This section contains a smorgasbord of items that aim to show how vacform models developed in the years up to about 2000 A.D. The quality of the models that were produced during these years may be a surprise to many.
Very little seems to be known about these kits from the mid-1950s. They were released under the name 'Wimco Hollows'. Information provided by Peter-van-Lune says;
'Wimco of course stands for Wilmot/Mansour. It was part of the Sebel Co. All models were designed by Albert Judge, once also part of the FROG/IMA team in the 1930's/40's.
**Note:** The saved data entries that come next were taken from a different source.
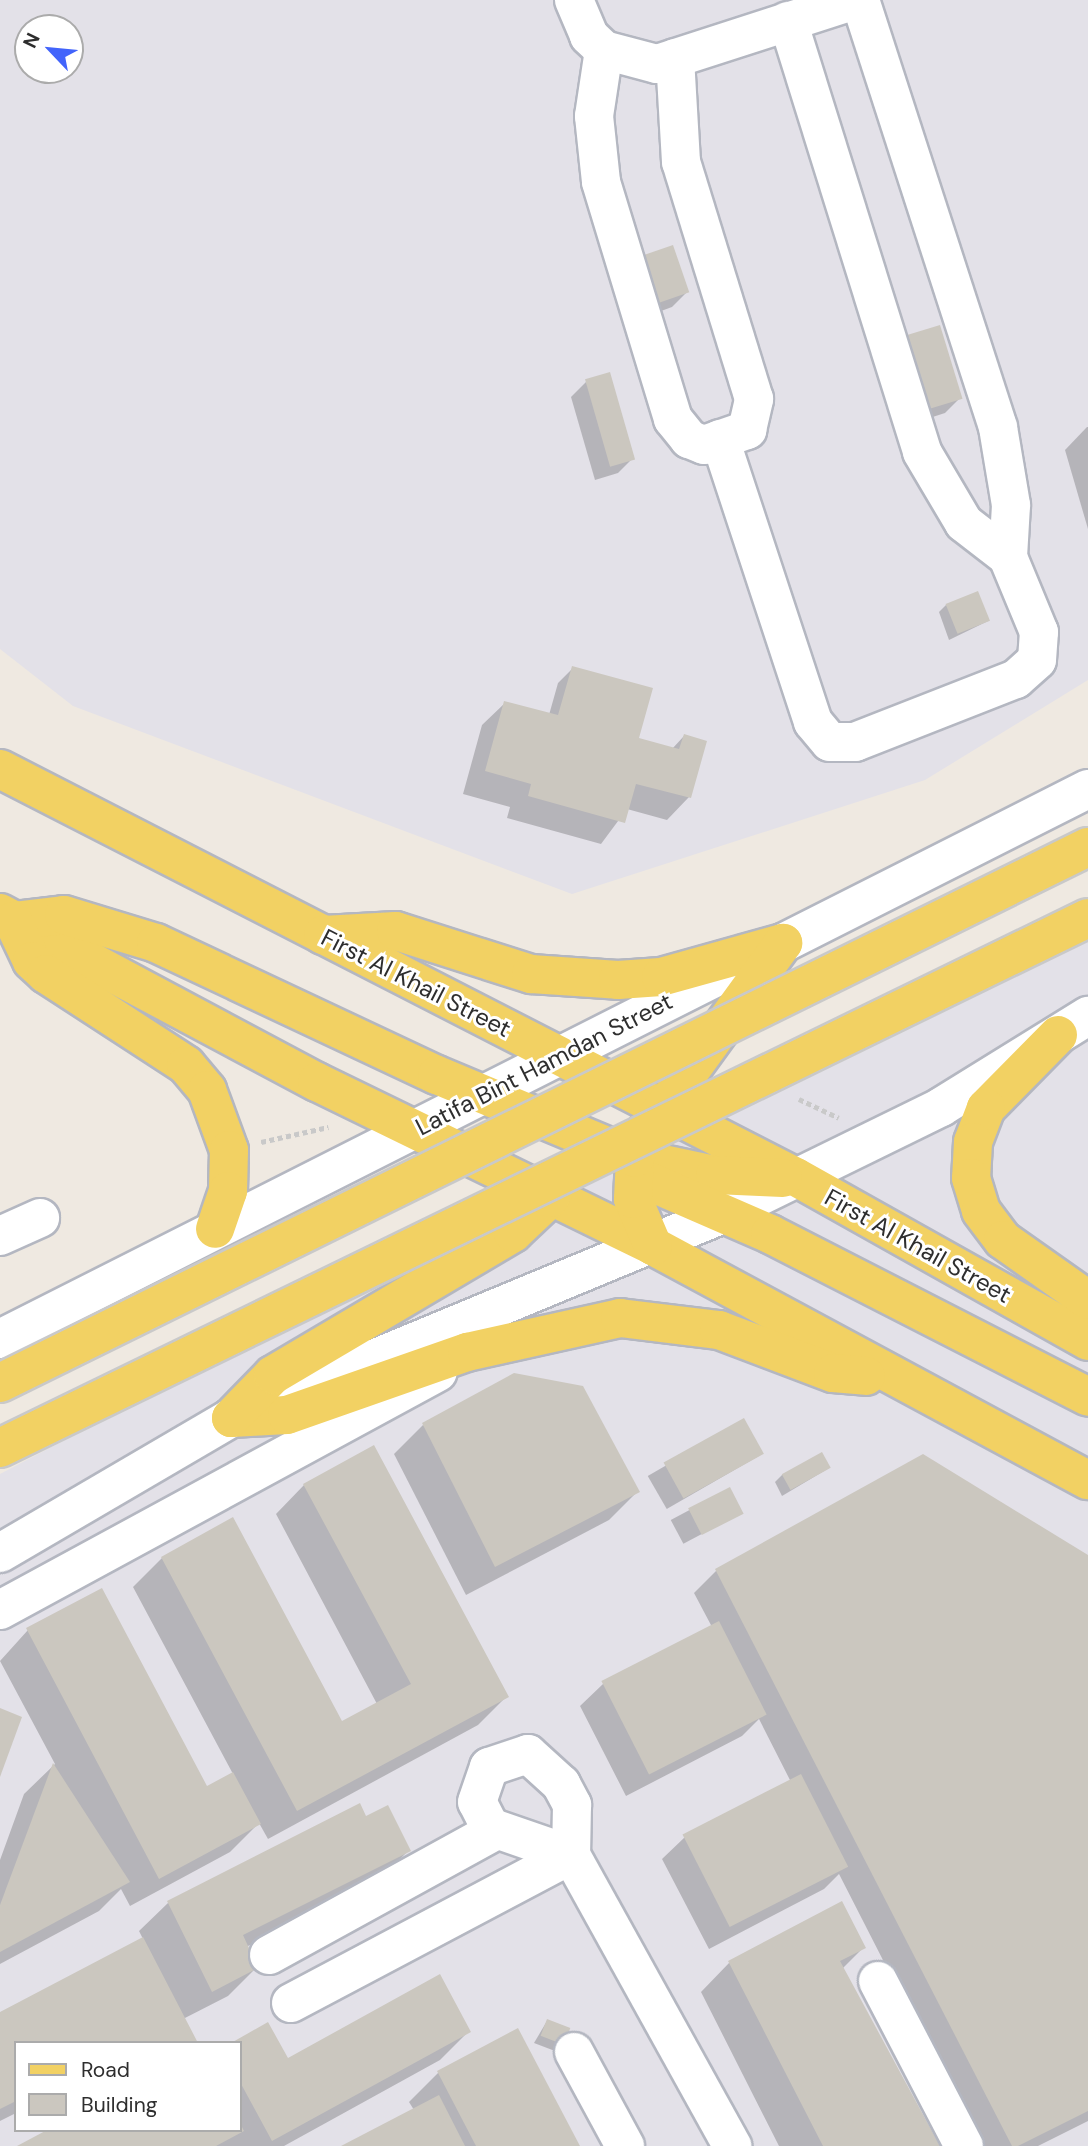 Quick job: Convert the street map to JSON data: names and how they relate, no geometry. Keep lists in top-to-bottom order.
{
  "streets": {
    "main road": ["First Al Khail Street", "Latifa Bint Hamdan Street"]
  },
  "crossings": [
    ["First Al Khail Street", "Latifa Bint Hamdan Street"]
  ],
  "legend": ["Road", "Building"],
  "north": "top left"
} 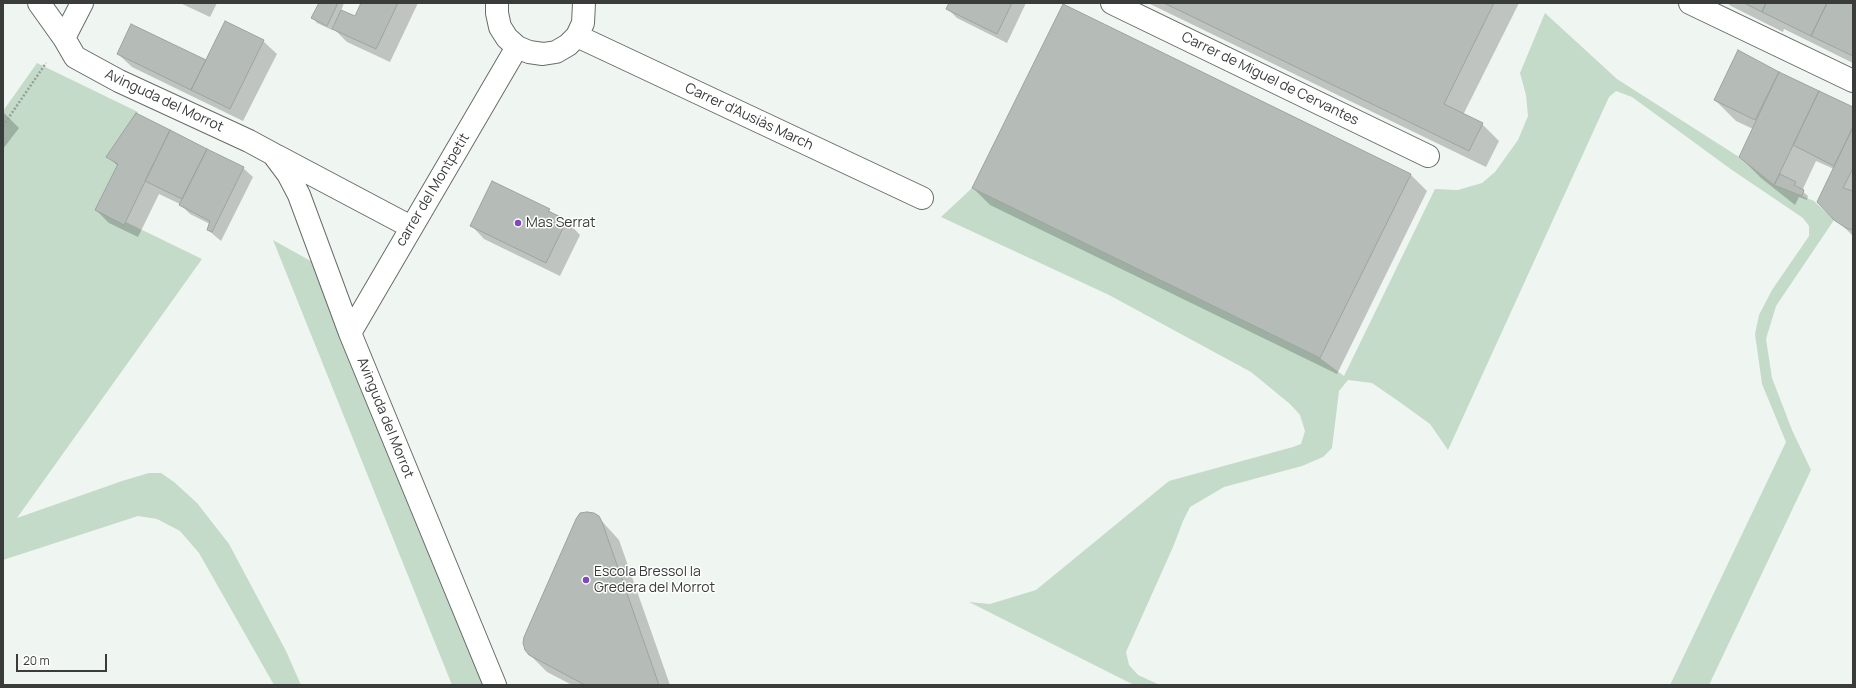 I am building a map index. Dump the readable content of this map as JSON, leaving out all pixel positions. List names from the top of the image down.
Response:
{
  "streets": {
    "street": [
      "Carrer de Miguel de Cervantes",
      "Avinguda del Morrot",
      "Carrer d'Ausiàs March",
      "carrer del Montpetit"
    ]
  },
  "crossings": [
    ["Avinguda del Morrot", "carrer del Montpetit"]
  ],
  "places": ["Mas Serrat", "Escola Bressol la Gredera del Morrot"],
  "scale_bar": "20 m"
}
They were crude (no landing gear was fitted for example) and commercially not successful.
They were first advertised in Aeromodeller Magazine in January 1956. Three models, all 1/144 scale, are confirmed: Gloster Javelin, Canberra B.8 and Vickers Valiant (shown below - from my own collection).
The packaging shows outlines of other models like the Lockheed Lightning, Super Sabre, DH110 Sea Vixen, Martin B-66, Avro Vulcan and DH 10 Comet. Probably ideas for future releases. The Vulcan and Bristol Britannia have been found in advertisements and rumors exist that the Hawker Hunter
was also released.
The box nor the instruction sheet give an explanation about the use of the term "hollows". Perhaps Wilmot/Mansour tried to introduce a new term, but that is guessing of course.
On Jetex.org there is the obvious comparison between "hollow" and "solid", which is another clue that another type of production is referred to than injection moulding.
The kits, however, do not appear to have been commercially successful.
This discussion may be useful for further information.
The Hobby-Time company released several kits that consisted of vacformed parts. These were intended as flying models to be launched by a rubber band. It could also be posed on a display stand. The scales were between 1/32 and 1/24.
There is more information about these models at this site.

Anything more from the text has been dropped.